(Stored data)
---------------
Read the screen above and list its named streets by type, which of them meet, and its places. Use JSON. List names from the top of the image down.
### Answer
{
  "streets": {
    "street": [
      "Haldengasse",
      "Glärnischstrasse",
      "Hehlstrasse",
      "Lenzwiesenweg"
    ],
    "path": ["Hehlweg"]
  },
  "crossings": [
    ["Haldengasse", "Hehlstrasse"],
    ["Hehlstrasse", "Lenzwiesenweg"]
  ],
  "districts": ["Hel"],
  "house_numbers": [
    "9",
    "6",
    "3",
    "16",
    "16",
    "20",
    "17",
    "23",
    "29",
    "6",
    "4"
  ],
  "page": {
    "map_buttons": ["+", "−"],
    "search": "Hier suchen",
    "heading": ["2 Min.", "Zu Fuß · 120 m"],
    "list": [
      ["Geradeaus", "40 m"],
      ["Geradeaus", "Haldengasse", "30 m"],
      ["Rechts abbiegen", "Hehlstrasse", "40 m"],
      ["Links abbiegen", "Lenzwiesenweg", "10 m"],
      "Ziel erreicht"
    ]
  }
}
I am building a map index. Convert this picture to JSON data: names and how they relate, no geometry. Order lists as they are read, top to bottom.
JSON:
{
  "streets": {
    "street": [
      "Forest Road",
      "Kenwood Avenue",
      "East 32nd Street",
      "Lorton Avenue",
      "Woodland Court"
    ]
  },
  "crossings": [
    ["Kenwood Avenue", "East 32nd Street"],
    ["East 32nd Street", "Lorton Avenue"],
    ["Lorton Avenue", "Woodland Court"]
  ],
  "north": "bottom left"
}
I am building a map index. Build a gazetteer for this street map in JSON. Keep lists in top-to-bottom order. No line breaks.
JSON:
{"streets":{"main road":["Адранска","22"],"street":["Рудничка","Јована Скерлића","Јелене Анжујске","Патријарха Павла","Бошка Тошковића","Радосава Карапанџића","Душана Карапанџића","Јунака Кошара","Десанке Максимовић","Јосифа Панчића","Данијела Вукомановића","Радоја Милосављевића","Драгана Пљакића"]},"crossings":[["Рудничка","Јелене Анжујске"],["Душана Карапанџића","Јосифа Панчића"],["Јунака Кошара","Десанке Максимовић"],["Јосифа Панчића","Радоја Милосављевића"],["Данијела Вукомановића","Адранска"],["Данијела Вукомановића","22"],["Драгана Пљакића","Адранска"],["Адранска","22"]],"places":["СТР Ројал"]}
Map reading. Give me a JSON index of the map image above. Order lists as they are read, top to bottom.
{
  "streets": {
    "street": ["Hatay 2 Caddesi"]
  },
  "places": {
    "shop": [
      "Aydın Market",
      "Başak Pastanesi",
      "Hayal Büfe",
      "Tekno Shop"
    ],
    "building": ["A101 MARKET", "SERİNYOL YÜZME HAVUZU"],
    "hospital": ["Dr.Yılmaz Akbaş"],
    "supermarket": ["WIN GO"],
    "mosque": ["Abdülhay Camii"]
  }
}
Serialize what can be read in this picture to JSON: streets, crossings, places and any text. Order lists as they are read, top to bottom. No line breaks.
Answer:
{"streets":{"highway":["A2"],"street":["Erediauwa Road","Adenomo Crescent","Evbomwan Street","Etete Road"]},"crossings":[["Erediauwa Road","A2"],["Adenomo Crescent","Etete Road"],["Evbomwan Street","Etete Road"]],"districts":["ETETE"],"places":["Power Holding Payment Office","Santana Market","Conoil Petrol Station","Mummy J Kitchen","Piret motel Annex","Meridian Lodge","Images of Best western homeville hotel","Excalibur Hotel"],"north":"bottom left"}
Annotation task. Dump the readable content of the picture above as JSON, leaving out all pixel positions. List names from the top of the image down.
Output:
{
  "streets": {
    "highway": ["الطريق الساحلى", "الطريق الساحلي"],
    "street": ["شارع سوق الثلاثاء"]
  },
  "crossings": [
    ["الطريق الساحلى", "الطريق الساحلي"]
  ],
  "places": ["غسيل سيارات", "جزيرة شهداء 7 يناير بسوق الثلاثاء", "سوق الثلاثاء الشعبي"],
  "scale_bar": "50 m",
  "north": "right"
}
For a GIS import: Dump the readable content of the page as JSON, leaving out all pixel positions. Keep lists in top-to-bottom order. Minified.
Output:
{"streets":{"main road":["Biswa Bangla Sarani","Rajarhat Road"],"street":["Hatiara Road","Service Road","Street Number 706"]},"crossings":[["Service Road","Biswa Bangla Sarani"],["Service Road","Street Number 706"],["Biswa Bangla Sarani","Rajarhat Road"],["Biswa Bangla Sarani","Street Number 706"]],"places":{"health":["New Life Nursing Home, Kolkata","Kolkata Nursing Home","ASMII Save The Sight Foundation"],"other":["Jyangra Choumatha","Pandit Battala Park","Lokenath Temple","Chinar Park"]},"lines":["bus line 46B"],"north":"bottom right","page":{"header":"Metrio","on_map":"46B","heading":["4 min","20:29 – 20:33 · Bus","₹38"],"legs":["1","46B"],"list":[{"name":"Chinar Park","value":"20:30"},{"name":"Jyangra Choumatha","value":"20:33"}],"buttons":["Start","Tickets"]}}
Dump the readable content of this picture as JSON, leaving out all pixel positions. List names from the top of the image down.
---------------
Which lines in the records above contain the string "breaks"? Copy each one.

I am building a map index. Build a gazetteer for this street map in JSON. Keep lists in top-to-bottom order. No line breaks.
Serialize what can be read in this picture to JSON: streets, crossings, places and any text. Order lists as they are read, top to bottom. No line breaks.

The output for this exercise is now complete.